[WHAT THE TASK ASKS]
An exact copy is needed of the lines in the entries below from the line with "For a GIS import: Extract" up to and including the line with "For a GIS import: Build", and of nothing else. Leave the pictures out.

=== SUPPLIED INFORMATION ===

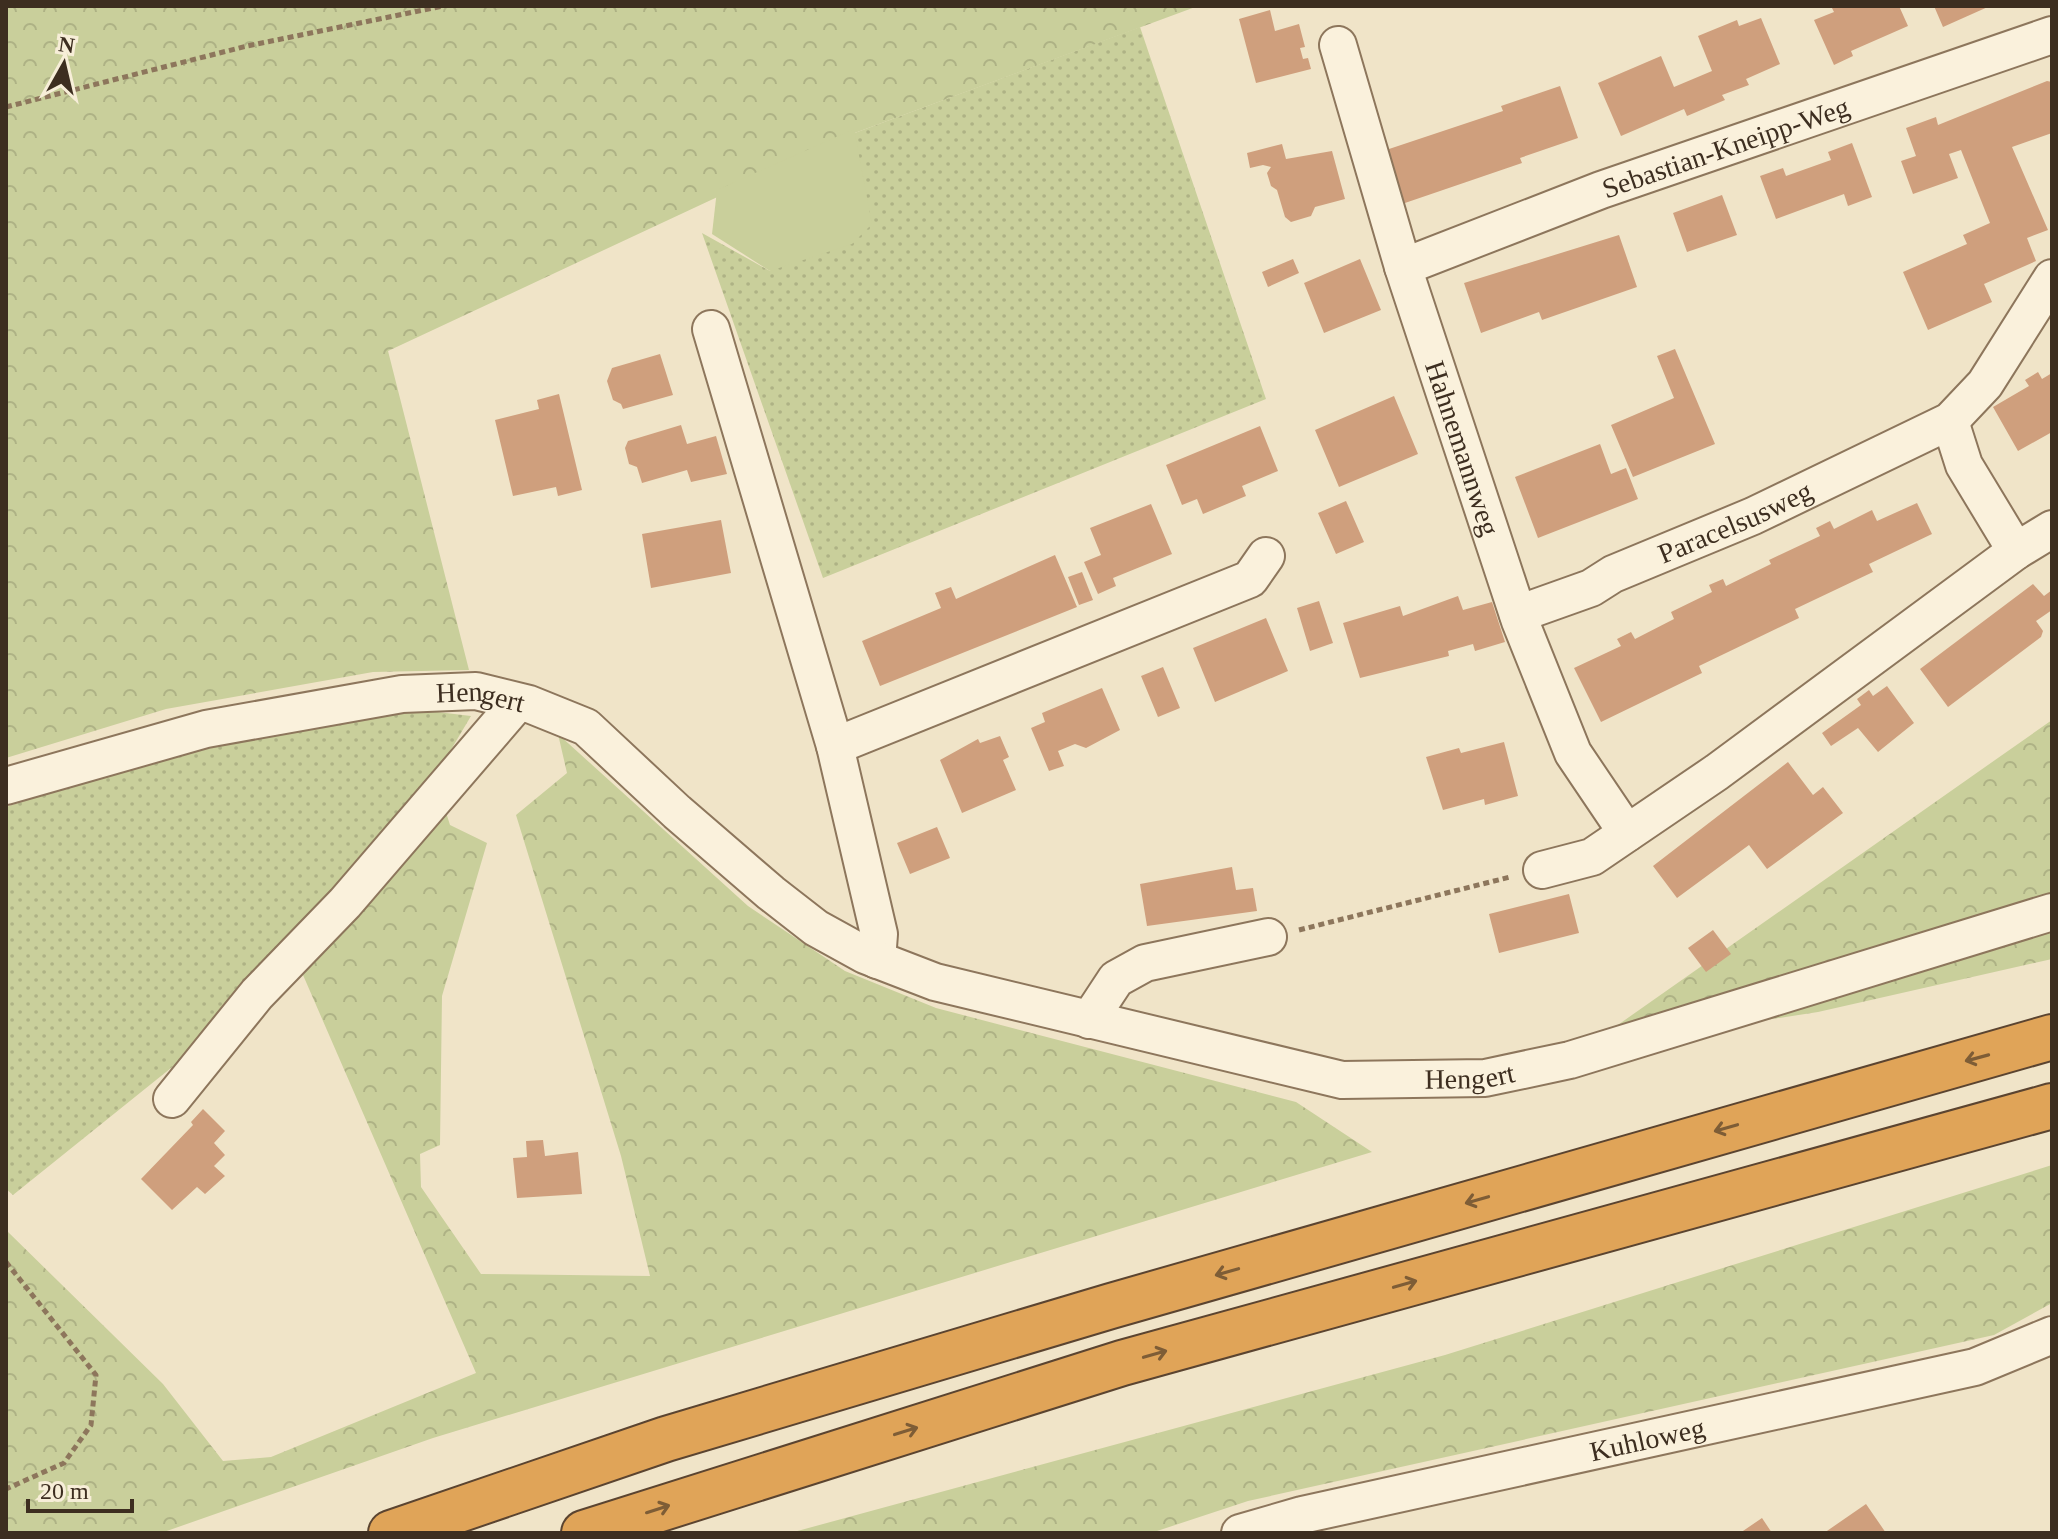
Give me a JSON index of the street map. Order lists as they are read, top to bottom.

===
=== SUPPLIED INFORMATION ===

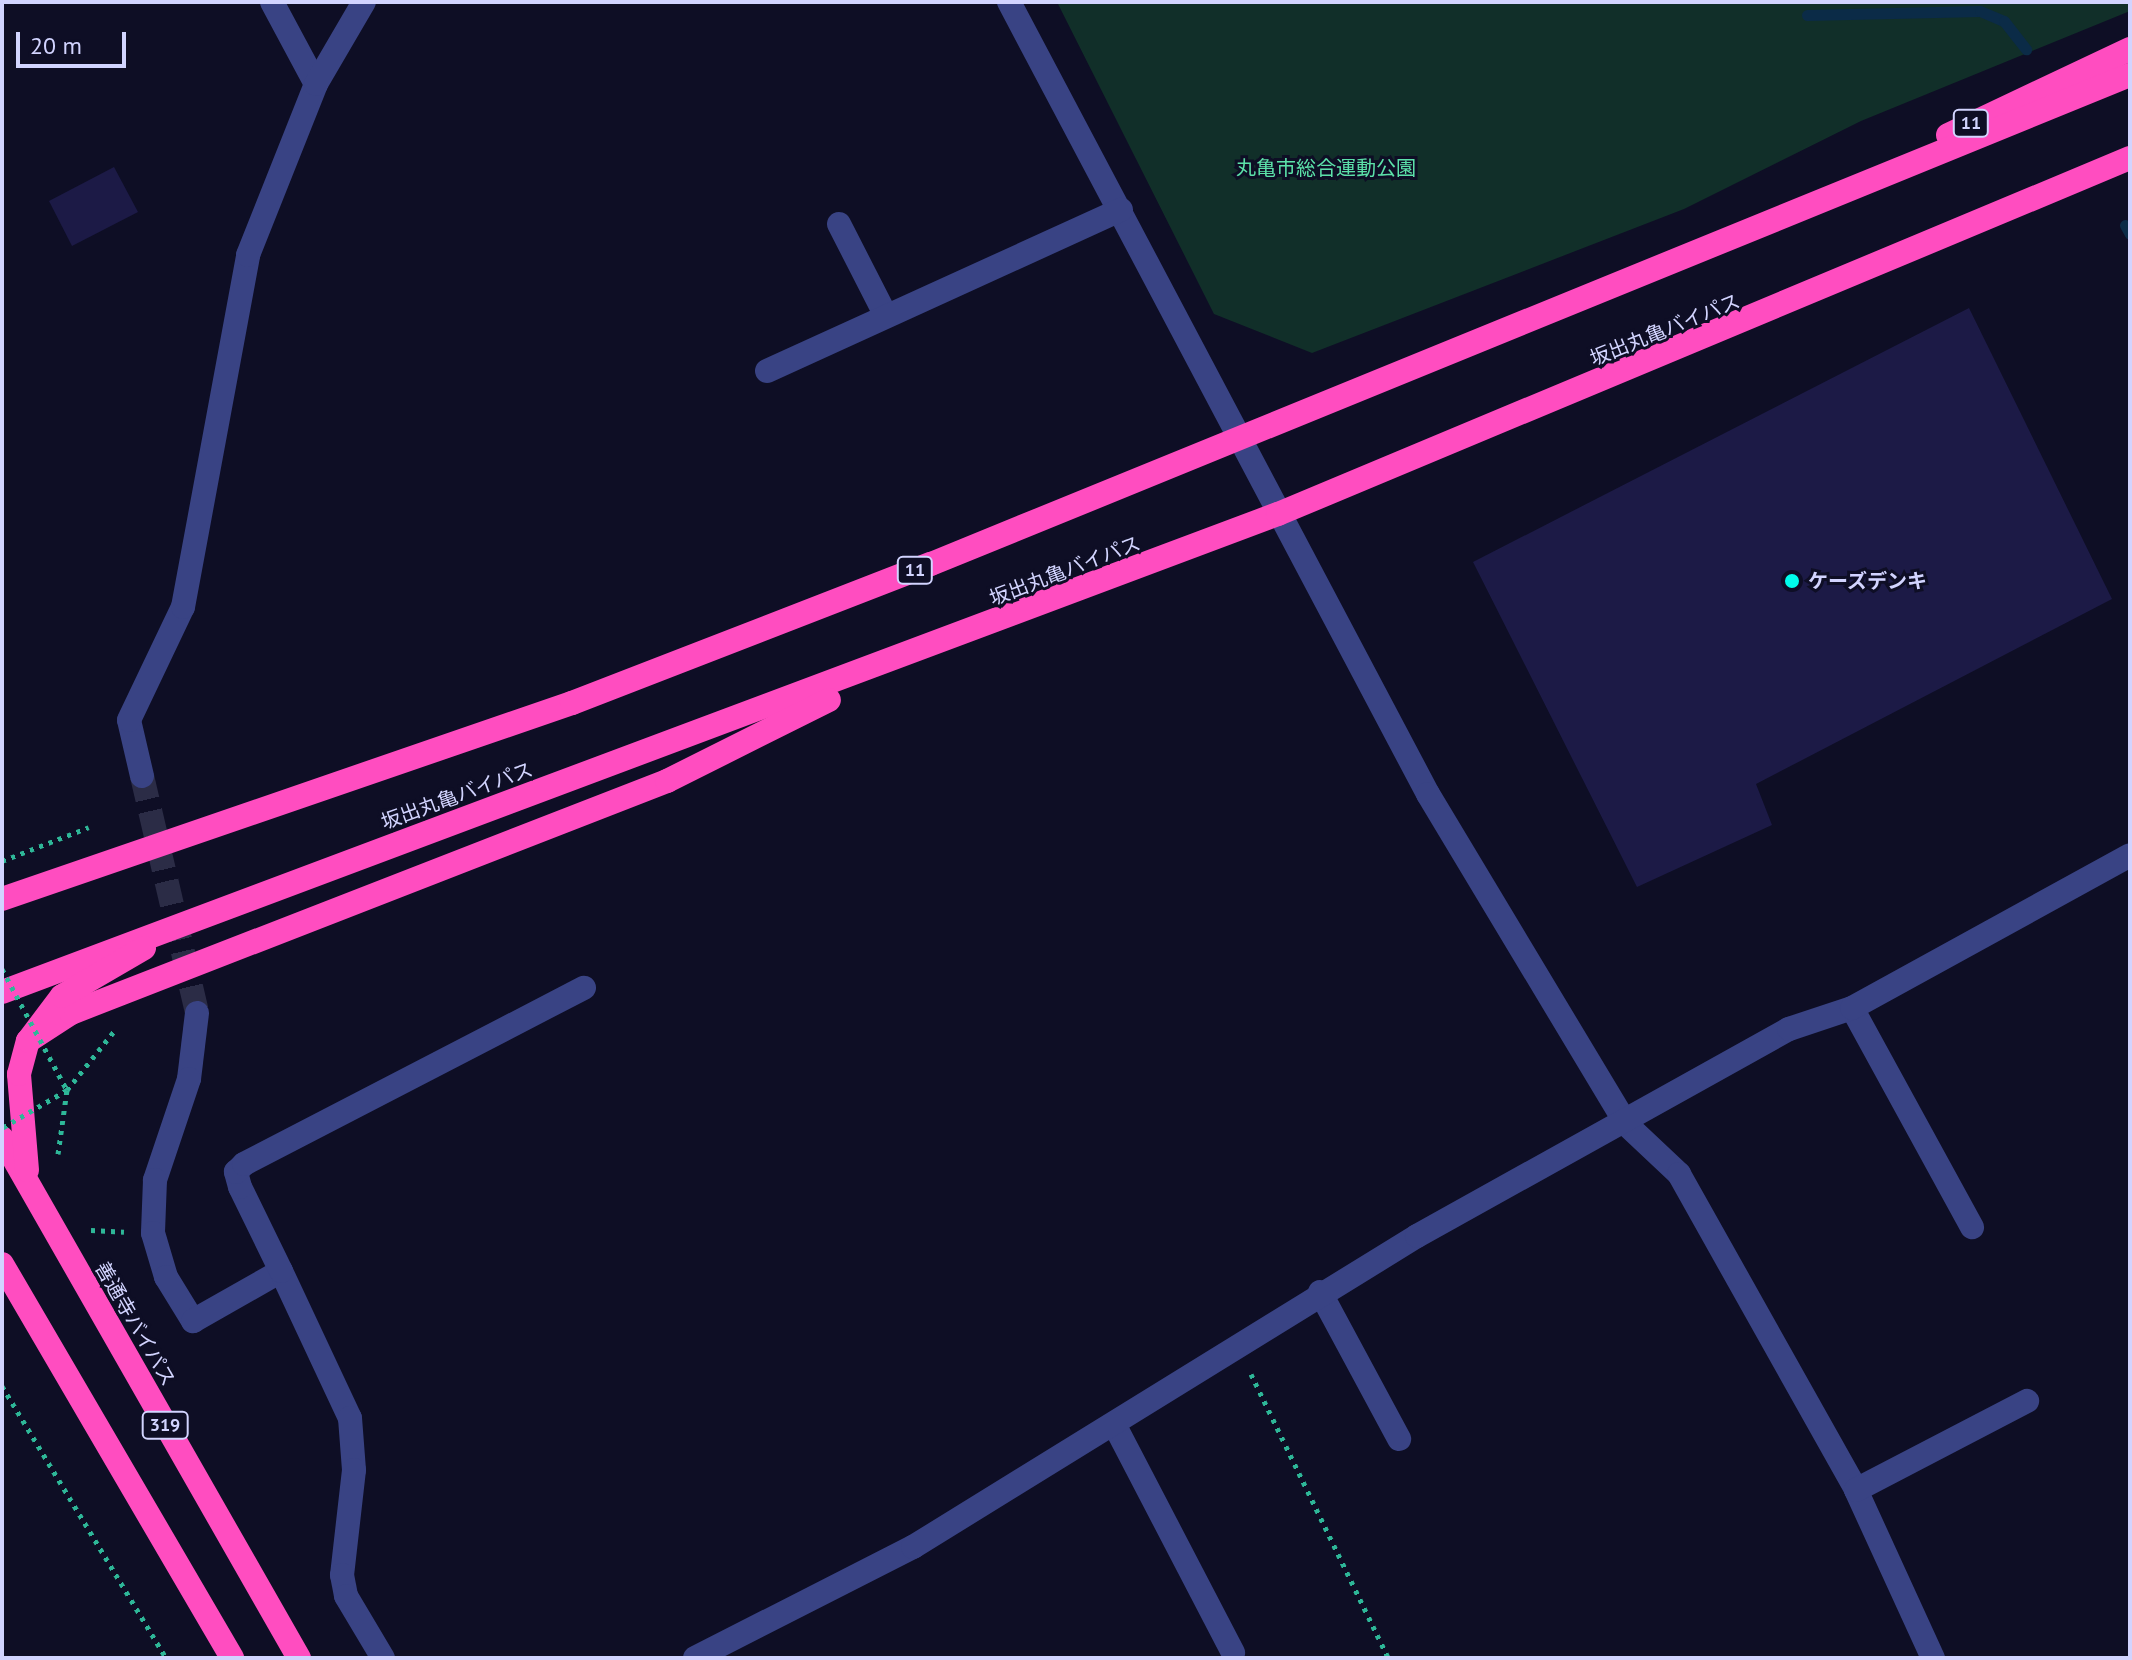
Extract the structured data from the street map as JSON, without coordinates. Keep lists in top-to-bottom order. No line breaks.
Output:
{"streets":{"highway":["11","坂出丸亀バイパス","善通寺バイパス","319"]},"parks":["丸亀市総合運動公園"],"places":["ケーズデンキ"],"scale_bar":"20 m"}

===
=== SUPPLIED INFORMATION ===

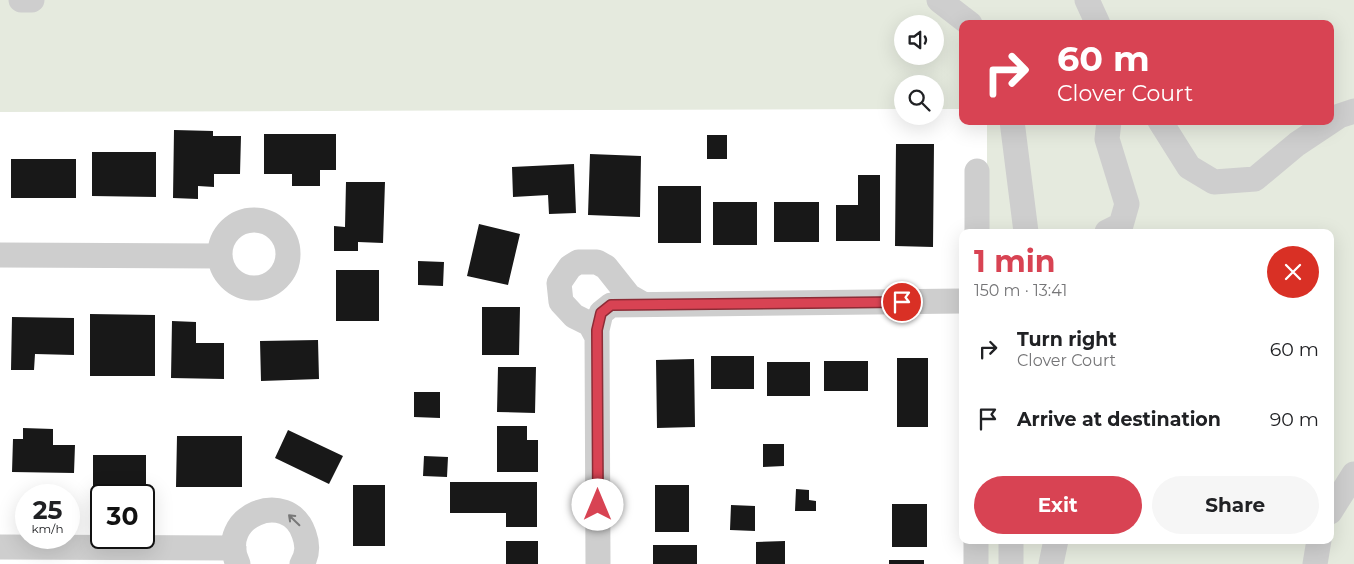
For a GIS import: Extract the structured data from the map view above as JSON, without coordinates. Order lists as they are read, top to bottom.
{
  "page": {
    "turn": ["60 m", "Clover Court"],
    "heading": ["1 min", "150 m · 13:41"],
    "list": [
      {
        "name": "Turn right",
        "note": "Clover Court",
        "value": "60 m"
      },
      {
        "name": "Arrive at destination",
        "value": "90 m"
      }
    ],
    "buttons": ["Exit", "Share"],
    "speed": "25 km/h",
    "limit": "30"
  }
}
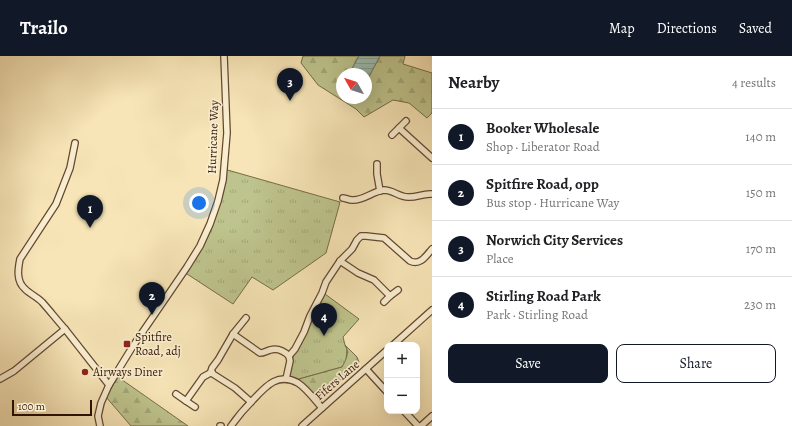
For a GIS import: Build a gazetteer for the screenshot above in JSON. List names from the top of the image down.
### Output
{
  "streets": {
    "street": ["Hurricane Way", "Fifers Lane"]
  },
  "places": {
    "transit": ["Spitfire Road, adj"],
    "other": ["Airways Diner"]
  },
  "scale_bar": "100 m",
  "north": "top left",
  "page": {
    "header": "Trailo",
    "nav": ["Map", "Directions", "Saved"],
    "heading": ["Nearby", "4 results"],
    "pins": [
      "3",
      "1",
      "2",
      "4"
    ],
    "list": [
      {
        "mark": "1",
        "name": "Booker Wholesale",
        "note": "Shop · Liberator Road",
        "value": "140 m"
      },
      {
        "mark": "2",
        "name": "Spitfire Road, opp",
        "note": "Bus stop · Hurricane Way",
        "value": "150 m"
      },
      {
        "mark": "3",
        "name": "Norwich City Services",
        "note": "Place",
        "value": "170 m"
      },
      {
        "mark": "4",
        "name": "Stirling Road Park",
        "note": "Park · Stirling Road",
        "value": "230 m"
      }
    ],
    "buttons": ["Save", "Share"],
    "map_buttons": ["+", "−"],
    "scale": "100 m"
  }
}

===

[OUTPUT BELOW]
For a GIS import: Extract the structured data from the map view above as JSON, without coordinates. Order lists as they are read, top to bottom.
{
  "page": {
    "turn": ["60 m", "Clover Court"],
    "heading": ["1 min", "150 m · 13:41"],
    "list": [
      {
        "name": "Turn right",
        "note": "Clover Court",
        "value": "60 m"
      },
      {
        "name": "Arrive at destination",
        "value": "90 m"
      }
    ],
    "buttons": ["Exit", "Share"],
    "speed": "25 km/h",
    "limit": "30"
  }
}
For a GIS import: Build a gazetteer for the screenshot above in JSON. List names from the top of the image down.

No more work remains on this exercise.